У него был друг в Дирфилде, который украл его стихи и отправил их в Поэтический журнал с его собственным именем. (Он извинился, но затем повторил то же самое с журналом более низкого уровня Voices.) Друг последовал за мистером Эшбери в Гарвард, но как только эти двое разошлись, мистер Эшбери начал общаться с поэтами, которые не занимались плагиатом его сочинений. Он работал на Advocate, где познакомился с Кеннетом Кохом и Робертом Блая. Большую часть колледжа он знал Фрэнка О’Хара только по репутации. О’Хара публиковал рассказы и стихи в «Адвокате» и часто присутствовал на вечеринках вокруг Гарвард-сквер, но был слишком пугающим, чтобы с ним разговаривать. За несколько месяцев до выпуска г-н Эшбери пошел на открытие в Mandrake Books для иллюстратора Эдварда Гори, соседа О'Хары по комнате. Он подслушал, как О'Хара разговаривает с группой людей о композиторе Фрэнсисе Пуленке, и заметил похожий северо-восточный акцент. Мистер Эшбери выпил ровно столько вина, чтобы подойти к нему и сказать: «Эй, ты говоришь так же, как я».
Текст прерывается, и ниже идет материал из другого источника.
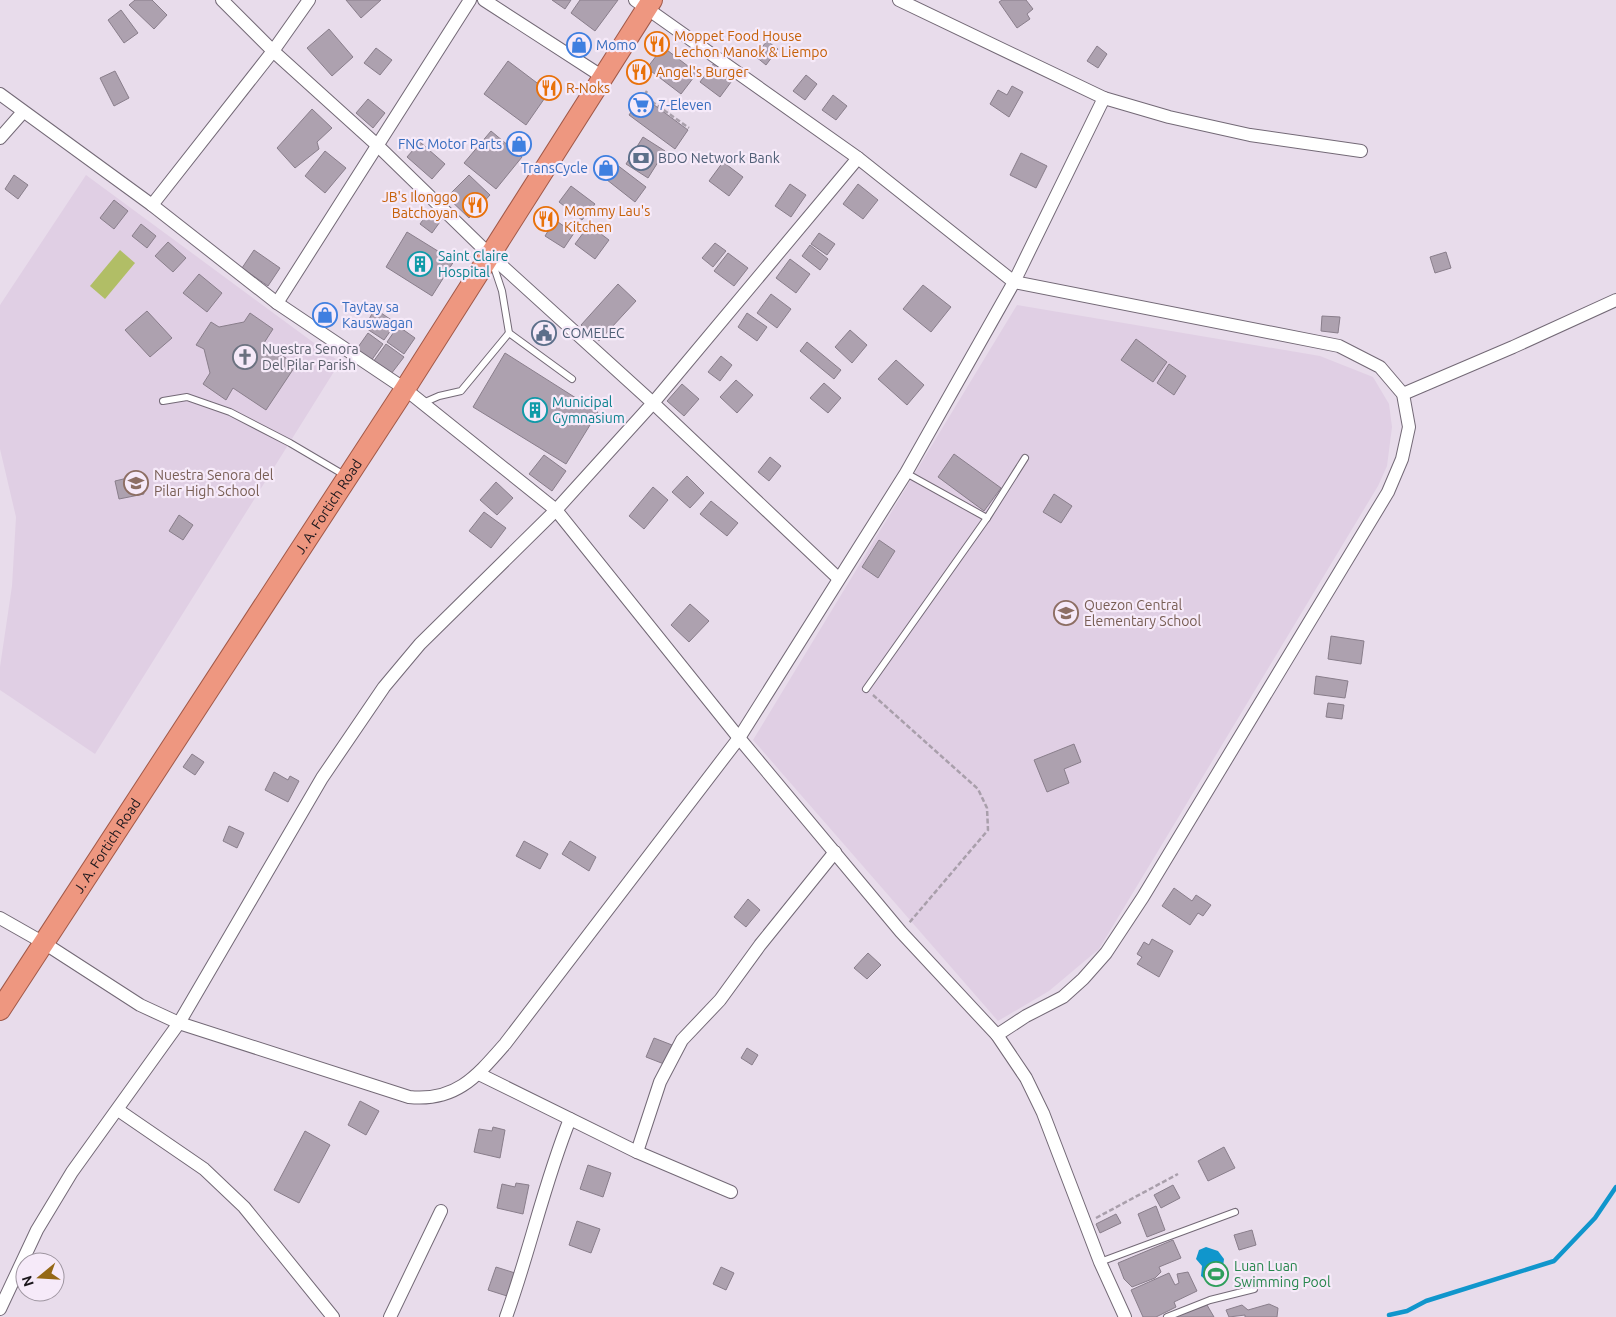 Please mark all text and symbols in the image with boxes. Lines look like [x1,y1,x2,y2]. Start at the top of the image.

В Гарварде они делились стихами и после обеда возились с пианино. О’Хара играл свои композиции - которые все были потеряны - например, свою сонатину, которая длилась три секунды. Как только О'Хара вернулся в Нью-Йорк после окончания аспирантуры Мичиганского университета, они оба посетили новогодний концерт Джона Кейджа 1952 года, устроенный Living Theater. Кейдж исполнил «Music of Changes», атональное, безразличное произведение для фортепиано соло.
«Я был полностью застигнут врасплох, - сказал г-н Эшбери. «Это были просто произвольные удары по фортепиано в течение довольно длительного периода времени. И долгие паузы. Я был в засухе с писательством. Я чувствовал, что почти за год не написал ничего хорошего. Это действительно дало мне представление о том, как снова писать стихи ».